Dataset records below:

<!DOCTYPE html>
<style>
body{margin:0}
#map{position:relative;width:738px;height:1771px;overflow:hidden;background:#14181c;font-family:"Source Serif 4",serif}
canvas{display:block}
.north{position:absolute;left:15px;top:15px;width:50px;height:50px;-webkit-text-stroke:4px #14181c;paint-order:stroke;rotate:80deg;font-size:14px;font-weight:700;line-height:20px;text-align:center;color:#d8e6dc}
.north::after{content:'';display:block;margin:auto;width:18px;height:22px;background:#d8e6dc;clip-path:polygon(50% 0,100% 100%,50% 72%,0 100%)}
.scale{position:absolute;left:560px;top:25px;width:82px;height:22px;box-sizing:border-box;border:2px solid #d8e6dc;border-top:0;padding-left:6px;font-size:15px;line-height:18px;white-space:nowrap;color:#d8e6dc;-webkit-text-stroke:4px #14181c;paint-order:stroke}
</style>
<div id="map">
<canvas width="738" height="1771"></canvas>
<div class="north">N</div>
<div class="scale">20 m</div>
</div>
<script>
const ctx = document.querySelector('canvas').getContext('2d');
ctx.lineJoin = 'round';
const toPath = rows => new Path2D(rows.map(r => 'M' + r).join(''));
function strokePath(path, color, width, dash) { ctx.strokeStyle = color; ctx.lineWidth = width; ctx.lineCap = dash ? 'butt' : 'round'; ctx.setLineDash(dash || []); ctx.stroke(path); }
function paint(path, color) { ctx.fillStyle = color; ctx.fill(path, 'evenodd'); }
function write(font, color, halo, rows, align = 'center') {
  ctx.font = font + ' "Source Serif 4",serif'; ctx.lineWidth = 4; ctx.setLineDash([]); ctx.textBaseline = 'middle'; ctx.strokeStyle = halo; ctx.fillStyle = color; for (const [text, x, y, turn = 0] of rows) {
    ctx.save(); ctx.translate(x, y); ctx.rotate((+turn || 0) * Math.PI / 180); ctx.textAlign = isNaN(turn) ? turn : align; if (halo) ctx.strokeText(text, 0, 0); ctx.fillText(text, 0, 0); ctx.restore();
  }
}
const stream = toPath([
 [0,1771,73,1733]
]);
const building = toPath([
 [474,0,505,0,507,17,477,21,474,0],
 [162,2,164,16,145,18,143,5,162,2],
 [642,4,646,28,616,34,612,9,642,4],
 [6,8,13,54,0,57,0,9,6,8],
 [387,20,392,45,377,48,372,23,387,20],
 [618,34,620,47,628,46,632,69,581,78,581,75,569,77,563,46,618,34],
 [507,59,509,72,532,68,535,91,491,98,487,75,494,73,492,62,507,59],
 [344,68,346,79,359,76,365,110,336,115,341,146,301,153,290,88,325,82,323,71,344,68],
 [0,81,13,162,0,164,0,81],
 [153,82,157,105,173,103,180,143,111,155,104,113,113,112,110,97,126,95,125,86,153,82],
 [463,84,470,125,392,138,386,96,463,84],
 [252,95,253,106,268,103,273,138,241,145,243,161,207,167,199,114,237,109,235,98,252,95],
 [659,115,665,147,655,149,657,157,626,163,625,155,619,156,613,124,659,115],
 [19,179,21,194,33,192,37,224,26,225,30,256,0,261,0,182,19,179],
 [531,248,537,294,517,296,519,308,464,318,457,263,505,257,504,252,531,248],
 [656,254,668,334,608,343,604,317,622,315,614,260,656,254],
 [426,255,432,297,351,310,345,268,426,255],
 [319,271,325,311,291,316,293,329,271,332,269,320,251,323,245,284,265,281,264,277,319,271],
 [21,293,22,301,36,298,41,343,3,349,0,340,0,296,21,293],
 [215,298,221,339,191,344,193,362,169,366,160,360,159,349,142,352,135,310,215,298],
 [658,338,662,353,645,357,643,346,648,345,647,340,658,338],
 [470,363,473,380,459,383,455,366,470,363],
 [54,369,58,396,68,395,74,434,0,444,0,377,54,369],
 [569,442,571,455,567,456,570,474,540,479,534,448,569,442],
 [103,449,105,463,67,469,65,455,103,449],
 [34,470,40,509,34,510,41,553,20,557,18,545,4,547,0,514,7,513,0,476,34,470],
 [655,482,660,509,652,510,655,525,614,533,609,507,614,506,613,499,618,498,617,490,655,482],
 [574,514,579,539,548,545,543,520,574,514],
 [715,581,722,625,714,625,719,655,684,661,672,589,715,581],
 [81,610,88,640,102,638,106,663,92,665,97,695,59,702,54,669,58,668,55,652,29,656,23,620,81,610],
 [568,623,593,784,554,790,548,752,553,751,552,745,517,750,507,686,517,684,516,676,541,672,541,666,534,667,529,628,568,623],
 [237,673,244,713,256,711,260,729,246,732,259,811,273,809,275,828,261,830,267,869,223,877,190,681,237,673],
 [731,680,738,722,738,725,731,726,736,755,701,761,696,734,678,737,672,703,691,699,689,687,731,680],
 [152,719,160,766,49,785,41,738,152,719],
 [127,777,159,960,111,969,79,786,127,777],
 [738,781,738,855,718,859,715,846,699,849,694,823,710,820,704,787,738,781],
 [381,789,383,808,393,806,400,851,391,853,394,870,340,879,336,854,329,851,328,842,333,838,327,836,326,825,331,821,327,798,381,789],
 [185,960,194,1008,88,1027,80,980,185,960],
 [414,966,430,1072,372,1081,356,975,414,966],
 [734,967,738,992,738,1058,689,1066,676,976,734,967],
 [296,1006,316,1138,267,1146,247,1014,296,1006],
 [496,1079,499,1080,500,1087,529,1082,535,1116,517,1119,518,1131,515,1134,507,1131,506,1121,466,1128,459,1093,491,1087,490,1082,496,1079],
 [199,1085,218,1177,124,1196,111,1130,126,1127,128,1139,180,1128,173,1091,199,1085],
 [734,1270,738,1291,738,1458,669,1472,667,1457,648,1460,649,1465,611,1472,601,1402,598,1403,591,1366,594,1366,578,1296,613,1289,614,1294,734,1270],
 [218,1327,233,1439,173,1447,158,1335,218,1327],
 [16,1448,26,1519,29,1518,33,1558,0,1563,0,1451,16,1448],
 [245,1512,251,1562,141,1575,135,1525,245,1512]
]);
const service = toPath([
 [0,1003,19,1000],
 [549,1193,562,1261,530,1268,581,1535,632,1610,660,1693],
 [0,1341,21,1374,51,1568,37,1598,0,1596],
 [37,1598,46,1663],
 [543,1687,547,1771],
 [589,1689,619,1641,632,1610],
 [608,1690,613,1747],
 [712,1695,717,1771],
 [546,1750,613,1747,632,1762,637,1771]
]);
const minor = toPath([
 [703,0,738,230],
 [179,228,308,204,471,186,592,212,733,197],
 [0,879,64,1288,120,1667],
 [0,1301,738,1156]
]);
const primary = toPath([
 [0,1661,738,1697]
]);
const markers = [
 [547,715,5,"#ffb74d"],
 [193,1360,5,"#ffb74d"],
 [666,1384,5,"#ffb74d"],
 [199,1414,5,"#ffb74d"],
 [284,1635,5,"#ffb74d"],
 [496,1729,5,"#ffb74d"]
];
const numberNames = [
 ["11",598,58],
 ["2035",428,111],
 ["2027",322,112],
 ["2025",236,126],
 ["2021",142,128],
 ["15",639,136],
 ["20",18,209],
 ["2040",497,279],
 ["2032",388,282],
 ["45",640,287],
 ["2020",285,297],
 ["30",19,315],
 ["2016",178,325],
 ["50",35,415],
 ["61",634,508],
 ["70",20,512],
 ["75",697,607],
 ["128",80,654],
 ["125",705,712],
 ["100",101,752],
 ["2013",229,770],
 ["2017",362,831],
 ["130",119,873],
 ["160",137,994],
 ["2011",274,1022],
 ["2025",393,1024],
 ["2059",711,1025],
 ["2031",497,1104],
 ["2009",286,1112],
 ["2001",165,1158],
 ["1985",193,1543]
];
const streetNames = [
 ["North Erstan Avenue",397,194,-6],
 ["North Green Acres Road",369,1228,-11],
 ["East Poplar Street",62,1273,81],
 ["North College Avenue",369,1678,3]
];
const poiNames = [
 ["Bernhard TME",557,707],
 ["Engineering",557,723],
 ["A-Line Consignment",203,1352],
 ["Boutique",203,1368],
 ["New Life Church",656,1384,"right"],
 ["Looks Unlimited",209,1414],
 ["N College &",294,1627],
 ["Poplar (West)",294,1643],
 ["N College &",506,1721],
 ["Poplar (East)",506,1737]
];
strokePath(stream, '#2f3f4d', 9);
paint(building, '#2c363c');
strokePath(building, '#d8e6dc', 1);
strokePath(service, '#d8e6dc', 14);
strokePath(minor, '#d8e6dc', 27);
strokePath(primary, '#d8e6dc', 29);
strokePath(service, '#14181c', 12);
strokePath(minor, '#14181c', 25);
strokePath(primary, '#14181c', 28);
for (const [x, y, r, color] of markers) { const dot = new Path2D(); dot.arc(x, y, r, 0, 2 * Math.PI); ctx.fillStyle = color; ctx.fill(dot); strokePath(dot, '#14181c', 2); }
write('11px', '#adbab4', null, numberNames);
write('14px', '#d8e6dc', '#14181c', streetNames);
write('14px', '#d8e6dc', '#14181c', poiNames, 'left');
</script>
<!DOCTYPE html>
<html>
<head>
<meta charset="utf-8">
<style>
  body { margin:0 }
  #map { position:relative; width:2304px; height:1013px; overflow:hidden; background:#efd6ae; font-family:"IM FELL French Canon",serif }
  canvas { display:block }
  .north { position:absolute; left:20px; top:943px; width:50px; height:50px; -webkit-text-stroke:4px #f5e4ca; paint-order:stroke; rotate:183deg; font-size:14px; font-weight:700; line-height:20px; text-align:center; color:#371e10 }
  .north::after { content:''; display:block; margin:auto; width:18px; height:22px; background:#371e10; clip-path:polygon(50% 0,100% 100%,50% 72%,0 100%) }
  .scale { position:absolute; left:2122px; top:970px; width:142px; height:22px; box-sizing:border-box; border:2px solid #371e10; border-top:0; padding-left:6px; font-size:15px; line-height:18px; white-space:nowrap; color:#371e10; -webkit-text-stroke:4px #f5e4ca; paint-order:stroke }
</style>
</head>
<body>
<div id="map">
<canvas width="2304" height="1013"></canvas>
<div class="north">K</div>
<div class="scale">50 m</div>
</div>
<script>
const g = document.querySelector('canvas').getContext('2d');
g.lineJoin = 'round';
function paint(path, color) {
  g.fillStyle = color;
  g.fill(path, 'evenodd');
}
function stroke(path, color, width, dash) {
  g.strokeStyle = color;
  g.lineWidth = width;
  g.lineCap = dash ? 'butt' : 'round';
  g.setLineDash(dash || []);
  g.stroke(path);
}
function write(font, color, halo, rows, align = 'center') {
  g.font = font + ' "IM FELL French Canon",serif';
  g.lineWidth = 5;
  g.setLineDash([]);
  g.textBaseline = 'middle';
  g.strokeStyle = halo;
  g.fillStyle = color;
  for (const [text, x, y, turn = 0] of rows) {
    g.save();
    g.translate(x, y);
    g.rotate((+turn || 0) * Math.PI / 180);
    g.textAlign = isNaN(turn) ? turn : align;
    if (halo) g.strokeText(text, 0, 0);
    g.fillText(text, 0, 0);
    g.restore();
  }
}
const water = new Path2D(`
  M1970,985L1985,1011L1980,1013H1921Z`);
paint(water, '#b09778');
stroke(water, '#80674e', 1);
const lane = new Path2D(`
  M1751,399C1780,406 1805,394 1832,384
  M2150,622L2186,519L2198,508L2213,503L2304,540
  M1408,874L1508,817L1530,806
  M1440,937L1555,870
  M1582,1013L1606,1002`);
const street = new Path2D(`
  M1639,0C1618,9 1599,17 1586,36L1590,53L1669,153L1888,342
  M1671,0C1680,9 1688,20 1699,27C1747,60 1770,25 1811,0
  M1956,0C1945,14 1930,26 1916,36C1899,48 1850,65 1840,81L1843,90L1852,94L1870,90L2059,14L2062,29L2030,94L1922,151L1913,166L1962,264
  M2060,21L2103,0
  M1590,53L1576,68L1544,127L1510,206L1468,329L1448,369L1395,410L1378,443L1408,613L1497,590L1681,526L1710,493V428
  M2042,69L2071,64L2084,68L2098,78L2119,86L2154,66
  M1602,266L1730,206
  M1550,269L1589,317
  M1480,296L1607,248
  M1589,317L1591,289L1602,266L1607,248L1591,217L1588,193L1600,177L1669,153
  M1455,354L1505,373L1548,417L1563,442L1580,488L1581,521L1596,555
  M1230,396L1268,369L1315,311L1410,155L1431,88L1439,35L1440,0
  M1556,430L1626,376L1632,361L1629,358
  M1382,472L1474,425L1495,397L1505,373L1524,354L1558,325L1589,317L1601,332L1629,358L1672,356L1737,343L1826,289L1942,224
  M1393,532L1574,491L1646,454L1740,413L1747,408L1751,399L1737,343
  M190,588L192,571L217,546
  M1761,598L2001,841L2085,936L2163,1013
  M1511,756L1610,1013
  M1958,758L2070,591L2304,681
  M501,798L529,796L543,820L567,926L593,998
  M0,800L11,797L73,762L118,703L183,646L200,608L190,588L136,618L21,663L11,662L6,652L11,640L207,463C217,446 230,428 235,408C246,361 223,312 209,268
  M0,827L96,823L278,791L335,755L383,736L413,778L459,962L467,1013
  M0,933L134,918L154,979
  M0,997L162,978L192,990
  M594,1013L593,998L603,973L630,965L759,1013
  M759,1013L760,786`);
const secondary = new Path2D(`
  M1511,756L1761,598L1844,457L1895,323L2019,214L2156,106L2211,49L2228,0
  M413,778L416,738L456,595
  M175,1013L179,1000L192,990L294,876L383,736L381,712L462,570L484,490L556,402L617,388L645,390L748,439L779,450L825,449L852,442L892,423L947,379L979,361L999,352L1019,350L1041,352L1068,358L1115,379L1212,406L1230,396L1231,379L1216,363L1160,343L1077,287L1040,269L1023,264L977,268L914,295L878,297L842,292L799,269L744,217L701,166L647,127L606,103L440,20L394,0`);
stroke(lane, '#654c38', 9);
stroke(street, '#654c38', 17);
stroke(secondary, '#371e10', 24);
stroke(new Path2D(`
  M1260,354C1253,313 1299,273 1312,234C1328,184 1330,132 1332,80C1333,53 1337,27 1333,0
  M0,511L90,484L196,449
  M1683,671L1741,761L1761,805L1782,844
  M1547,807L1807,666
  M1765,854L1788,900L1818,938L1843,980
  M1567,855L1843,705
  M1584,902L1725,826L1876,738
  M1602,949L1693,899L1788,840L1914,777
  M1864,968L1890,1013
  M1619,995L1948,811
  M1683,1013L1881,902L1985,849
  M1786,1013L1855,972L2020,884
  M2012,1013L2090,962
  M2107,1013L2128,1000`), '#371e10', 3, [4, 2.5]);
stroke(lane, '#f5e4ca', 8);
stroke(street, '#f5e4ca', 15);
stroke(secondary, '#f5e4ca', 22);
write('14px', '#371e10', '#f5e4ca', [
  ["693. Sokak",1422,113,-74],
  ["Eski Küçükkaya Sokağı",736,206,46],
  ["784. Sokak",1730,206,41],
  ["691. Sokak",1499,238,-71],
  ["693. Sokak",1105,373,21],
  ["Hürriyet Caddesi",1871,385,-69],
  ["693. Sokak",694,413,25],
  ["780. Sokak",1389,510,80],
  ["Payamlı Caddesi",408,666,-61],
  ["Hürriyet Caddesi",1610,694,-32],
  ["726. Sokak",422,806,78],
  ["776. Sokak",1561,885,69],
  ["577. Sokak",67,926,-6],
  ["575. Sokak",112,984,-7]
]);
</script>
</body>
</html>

End of Dataset records.

Exercise description: Copy word for word the stretch of entries above from the line that has "function stroke(path, color, width, dash)" through the line that has "M1440,937L1555,870", both ends included, and nothing outside it.

Answer box:
function stroke(path, color, width, dash) {
  g.strokeStyle = color;
  g.lineWidth = width;
  g.lineCap = dash ? 'butt' : 'round';
  g.setLineDash(dash || []);
  g.stroke(path);
}
function write(font, color, halo, rows, align = 'center') {
  g.font = font + ' "IM FELL French Canon",serif';
  g.lineWidth = 5;
  g.setLineDash([]);
  g.textBaseline = 'middle';
  g.strokeStyle = halo;
  g.fillStyle = color;
  for (const [text, x, y, turn = 0] of rows) {
    g.save();
    g.translate(x, y);
    g.rotate((+turn || 0) * Math.PI / 180);
    g.textAlign = isNaN(turn) ? turn : align;
    if (halo) g.strokeText(text, 0, 0);
    g.fillText(text, 0, 0);
    g.restore();
  }
}
const water = new Path2D(`
  M1970,985L1985,1011L1980,1013H1921Z`);
paint(water, '#b09778');
stroke(water, '#80674e', 1);
const lane = new Path2D(`
  M1751,399C1780,406 1805,394 1832,384
  M2150,622L2186,519L2198,508L2213,503L2304,540
  M1408,874L1508,817L1530,806
  M1440,937L1555,870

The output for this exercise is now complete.